Having a church is expected to strengthen the congregation and provide more opportunity for souls within the community to be saved. This is good news, and Reverend Raju writes that all involved are happy to see the work of the Lord move forward in Kapavaram.
Jamaican Churches: Apart, but Unified
Since the outbreak of the coronavirus, Reverend Rohan Clough, the Jamaica District Superintendent, has had opportunity to visit each of the Jamaican churches. He was happy to learn that none of the brethren have contracted the virus.
At the Sawyers location, Reverend Clough and his daughters assisted in a community outreach effort organized by Ann Brown, the head of the Ladies’ Department, to provide COVID relief packages. In all, thirty bags of food, including rice and other staples, were assembled and distributed.

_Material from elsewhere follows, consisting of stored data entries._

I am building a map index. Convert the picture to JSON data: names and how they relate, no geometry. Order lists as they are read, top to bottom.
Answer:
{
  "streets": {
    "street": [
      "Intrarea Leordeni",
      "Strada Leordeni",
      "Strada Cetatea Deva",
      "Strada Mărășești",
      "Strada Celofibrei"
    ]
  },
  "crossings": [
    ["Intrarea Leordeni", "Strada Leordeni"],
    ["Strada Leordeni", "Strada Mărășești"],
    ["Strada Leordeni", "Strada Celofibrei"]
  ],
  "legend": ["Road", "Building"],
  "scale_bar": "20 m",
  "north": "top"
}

Along with this project, the congregation has been building two rooms onto the back of the church. These include a kitchen as well as a small room for overnight guests. Steady progress is being made on the addition, and it is expected be completed in the near future.

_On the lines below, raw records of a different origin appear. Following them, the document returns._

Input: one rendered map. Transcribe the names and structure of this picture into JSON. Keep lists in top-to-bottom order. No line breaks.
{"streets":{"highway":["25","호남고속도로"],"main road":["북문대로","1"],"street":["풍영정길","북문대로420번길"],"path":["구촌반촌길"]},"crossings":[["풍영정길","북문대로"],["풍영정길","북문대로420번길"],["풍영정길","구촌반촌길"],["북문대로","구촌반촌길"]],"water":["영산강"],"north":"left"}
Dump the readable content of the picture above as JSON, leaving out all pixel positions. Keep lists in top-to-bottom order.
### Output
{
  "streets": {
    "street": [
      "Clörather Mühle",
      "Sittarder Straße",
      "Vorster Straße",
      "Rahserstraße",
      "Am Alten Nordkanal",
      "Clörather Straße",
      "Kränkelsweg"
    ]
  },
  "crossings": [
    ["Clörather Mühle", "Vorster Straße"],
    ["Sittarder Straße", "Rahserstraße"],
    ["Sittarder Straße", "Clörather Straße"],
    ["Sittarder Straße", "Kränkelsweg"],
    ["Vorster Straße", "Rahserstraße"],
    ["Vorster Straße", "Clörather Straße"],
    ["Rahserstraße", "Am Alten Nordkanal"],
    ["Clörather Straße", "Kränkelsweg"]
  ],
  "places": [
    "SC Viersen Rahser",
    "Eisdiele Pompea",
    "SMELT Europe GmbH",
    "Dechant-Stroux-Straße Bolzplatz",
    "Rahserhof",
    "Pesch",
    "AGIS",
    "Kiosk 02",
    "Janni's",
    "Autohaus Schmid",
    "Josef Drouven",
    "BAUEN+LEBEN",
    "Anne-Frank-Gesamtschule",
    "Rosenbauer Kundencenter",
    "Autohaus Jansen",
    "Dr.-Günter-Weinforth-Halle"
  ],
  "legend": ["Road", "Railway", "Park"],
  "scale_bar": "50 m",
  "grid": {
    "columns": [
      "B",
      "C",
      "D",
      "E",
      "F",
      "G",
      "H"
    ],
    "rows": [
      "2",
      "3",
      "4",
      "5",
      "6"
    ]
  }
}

In Castleton, a baptismal service was held at the river in which four converts were baptized. At the headquarters church in Kingston, renovations came to a halt during the virus outbreak, but resumed in early 2021. The next step is to add the roof.

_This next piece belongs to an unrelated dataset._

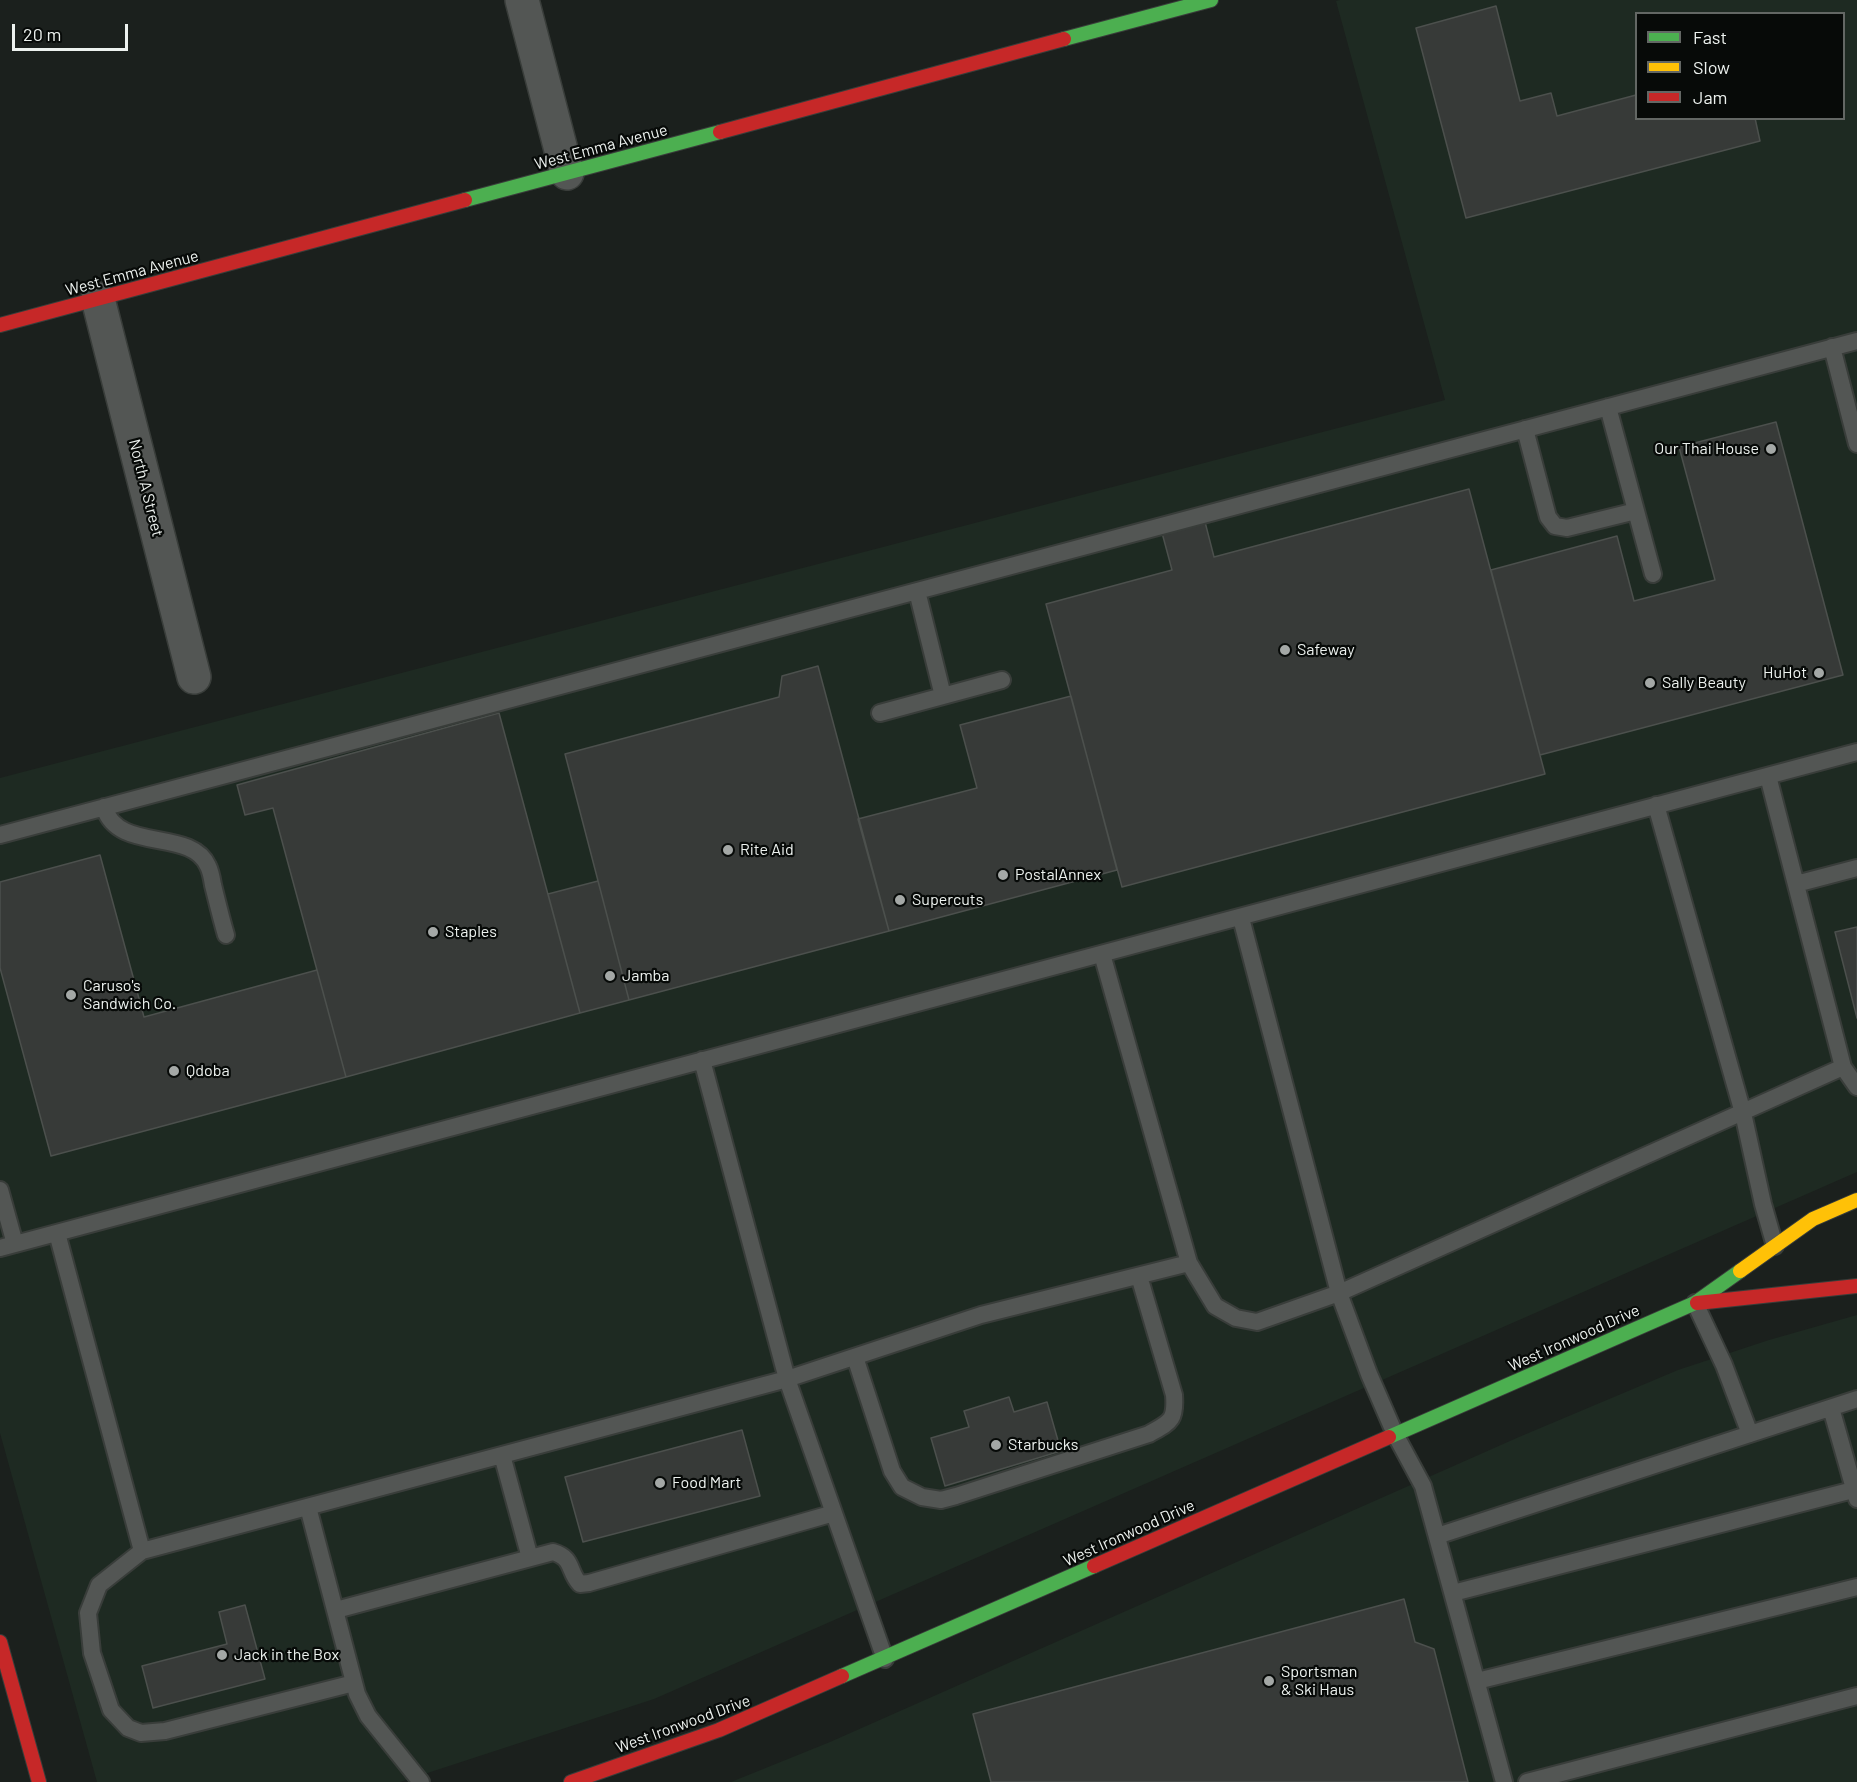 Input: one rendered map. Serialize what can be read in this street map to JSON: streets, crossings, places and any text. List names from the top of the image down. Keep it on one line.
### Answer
{"streets":{"street":["West Emma Avenue","North A Street","West Ironwood Drive"]},"crossings":[["West Emma Avenue","North A Street"]],"places":["Our Thai House","Safeway","HuHot","Sally Beauty","Rite Aid","PostalAnnex","Supercuts","Staples","Jamba","Caruso's Sandwich Co.","Qdoba","Starbucks","Food Mart","Jack in the Box","Sportsman & Ski Haus"],"legend":["Fast","Slow","Jam"],"scale_bar":"20 m"}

Each of our churches in Jamaica has been observing social distancing guidelines, but this has not hindered the saints from worshiping together. They have been able to meet online each morning at five o’clock for a prayer meeting. Reverend Clough reports that these meetings have become a real blessing, strengthening and unifying the body of believers by bringing saints together from all locations.
Haiti Headquarters Nears Completion
A new headquarters church for the work in Haiti has been under construction in Mirebalais, and is nearing completion. The building has three floors and is located next door to the current Mirebalais church, which also houses an Apostolic Faith secondary school. Following the installation of pews, acquired with help from the Portland headquarters, a service was held in the new building on Sunday, January 31. Having the ability to assemble was welcome news after months of severe COVID restrictions in addition to a level of civil unrest that has made even short trips away from homes unsafe. Roland Deler, the Haiti District Superintendent, was happy to report that three hundred attended, and the sanctuary was large enough to accommodate the size of the crowd while allowing for social distancing. He also reported that the new baptistery was used, as the service provided opportunity for six candidates to be baptized in water.
In other parts of the country, several of our churches are undergoing reconstruction. Hurricanes in recent years destroyed two of our churches in Haiti and caused significant damage to five others. The saints in Tirette erected a small shelter at the church site in order to continue meeting for worship while also rebuilding the main structure, and a recent donation will allow them to add the roof. This is critical for them as the roof will provide necessary protection from both heavy rains and extreme heat during the summer. In the coming months, the churches in Roche-a-Bateau and Port-Salut will also have their roofs replaced, and it will be done in such a way that they will be better able to withstand future hurricanes. Reverend Deler has not yet been able to visit these churches due to security concerns, but he plans to see them as soon as it is safe.